4K 60fps videos reduced to 1080 60 fps videos
I took some video footage on a recent holiday at 60 fps, 4K. The problem is that a standard laptop struggles to play back smoothly 4K at such a high frame rate and the files take up an inordinate amount of diskspace.
Given the 1080 60fps videos I took looked excellent for my purposes, I decided to run the 4K 60fps videos through ffMPEG and see what might happen to the video quality / file size. Both file formats were using HEVC/H.265.
In short, pretty great.
Equipment used:
- HERO6
GoPro settings:
- Time lapse mode, 30 fps
- 4K, 2.6K, 1080 video modes - 60 fps and 30fps
Here are a few of the results:
4K 60 fps file size (H.265) |
1080 60fps file size (H.265) |
% reduction |
270 MB |
19.5 MB |
92% |
344 MB |
35 MB |
90% |
258 MB |
19 MB |
93% |
549 MB |
26 MB |
95% |
Time Lapse Videos
Interestingly, the inbuilt time-lapse function of the GoPro H6 encodes in H.264. I took a bunch of time lapses at 2 second and 5 second intervals using the inbuilt GoPro time lapse video function. I then converted these videos to HEVC/H.265 at the same resolution and frame rate and achieved the following results:
1080 30 fps - original using H.264 |
1080 30 fps - processed using H.265 |
% reduction |
285 MB |
4 MB |
98% |
152 MB |
2.5 MB |
98% |
A 37-second time lapse at 1920 x 1080 at 30fps was originally encoded natively by the GoPro in H.264 and was 152MB. Re-encoding at the same resolution and frame rate but using H.265 yielded a file size of only 2.5MB!! - an amazing 98% reduction. As the timelapse had no sound, with a largely static background, the compression was even better than normal.
Similarly a 285MB file reduced to 4MB due to the resolution cut and H.265 encoding, a 98% reduction for the same image quality.
Depending on the scene, time lapse can be heavily compressed as much of the scene is static which is how the compression works - it only encodes the difference between the frames.
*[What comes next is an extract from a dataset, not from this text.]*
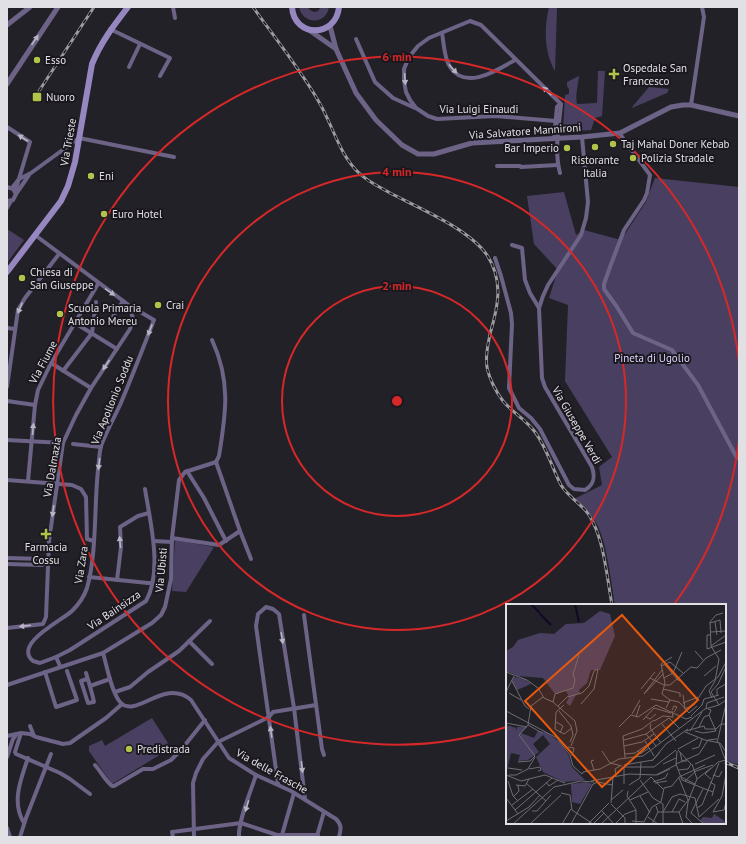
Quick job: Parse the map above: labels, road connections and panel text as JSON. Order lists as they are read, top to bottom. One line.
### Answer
{"streets":{"main road":["Via Trieste"],"street":["Via Luigi Einaudi","Via Salvatore Mannironi","Via Fiume","Via Apollonio Soddu","Via Giuseppe Verdi","Via Dalmazia","Via Zara","Via Ubisti","Via Bainsizza","Via delle Frasche"]},"crossings":[["Via Salvatore Mannironi","Via Giuseppe Verdi"],["Via Apollonio Soddu","Via Dalmazia"],["Via Apollonio Soddu","Via Zara"],["Via Dalmazia","Via Zara"],["Via Zara","Via Bainsizza"]],"one_way":["Via Apollonio Soddu","Via Dalmazia"],"parks":["Pineta di Ugolio"],"places":{"other":["Esso","Taj Mahal Doner Kebab","Ristorante Italia","Bar Imperio","Polizia Stradale","Eni","Euro Hotel","Chiesa di San Giuseppe","Crai","Scuola Primaria Antonio Mereu","Predistrada"],"health":["Ospedale San Francesco","Farmacia Cossu"],"transit":["Nuoro"]},"rings":["6 min","4 min","2 min"]}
HEVC/H.265 is just much better at encoding that difference than H.264.
The command is as follows:
ffmpeg -i "C:\your-path-here\GH010054.MP4" -c:v libx265 -crf 28 -preset veryfast -vf scale=1920:1080 GH010054_reduced.mp4 -hide_banner
Help, I can’t view my footage - How do I convert from HEVC/H.265 back to H.264?
One issue with HEVC/H.265 is that it is fairly new and not all devices support it, in part due to the processing power required. GoPro has published a basic list of compatible devices here.
If you took footage using HEVC and want to convert back to H.264, FFmpeg can do this too. The file size will be bigger but at least you’ll be able to watch the footage!
Run this command instead - the default format for FFmpeg is H.264 so you don’t actually have to specify the codec but I have included the “-c:v libx264” switch for completeness (and in case the default changes in later versions):
ffmpeg -i "C:\your-path-here\GH010054.MP4" GH010054_reduced.mp4 -c:v libx264 -hide_banner
I ran a test on a 34 second 4K 60fps video - changing from H.265 to H.264 (retaining aac audio) surprisingly reduced the file size from 258 MB to 160MB - but this was because I left the defaults and the bit rate reduced from 188kbps to 127 kBps so there was a loss of data if you wanted to undertake editing of the video.
4K 60 fps file size (H.265) |
4K 60fps file size (H.264) |
% change |
260 MB |
160 MB |
-38% |
I hope this has been useful. See you next time!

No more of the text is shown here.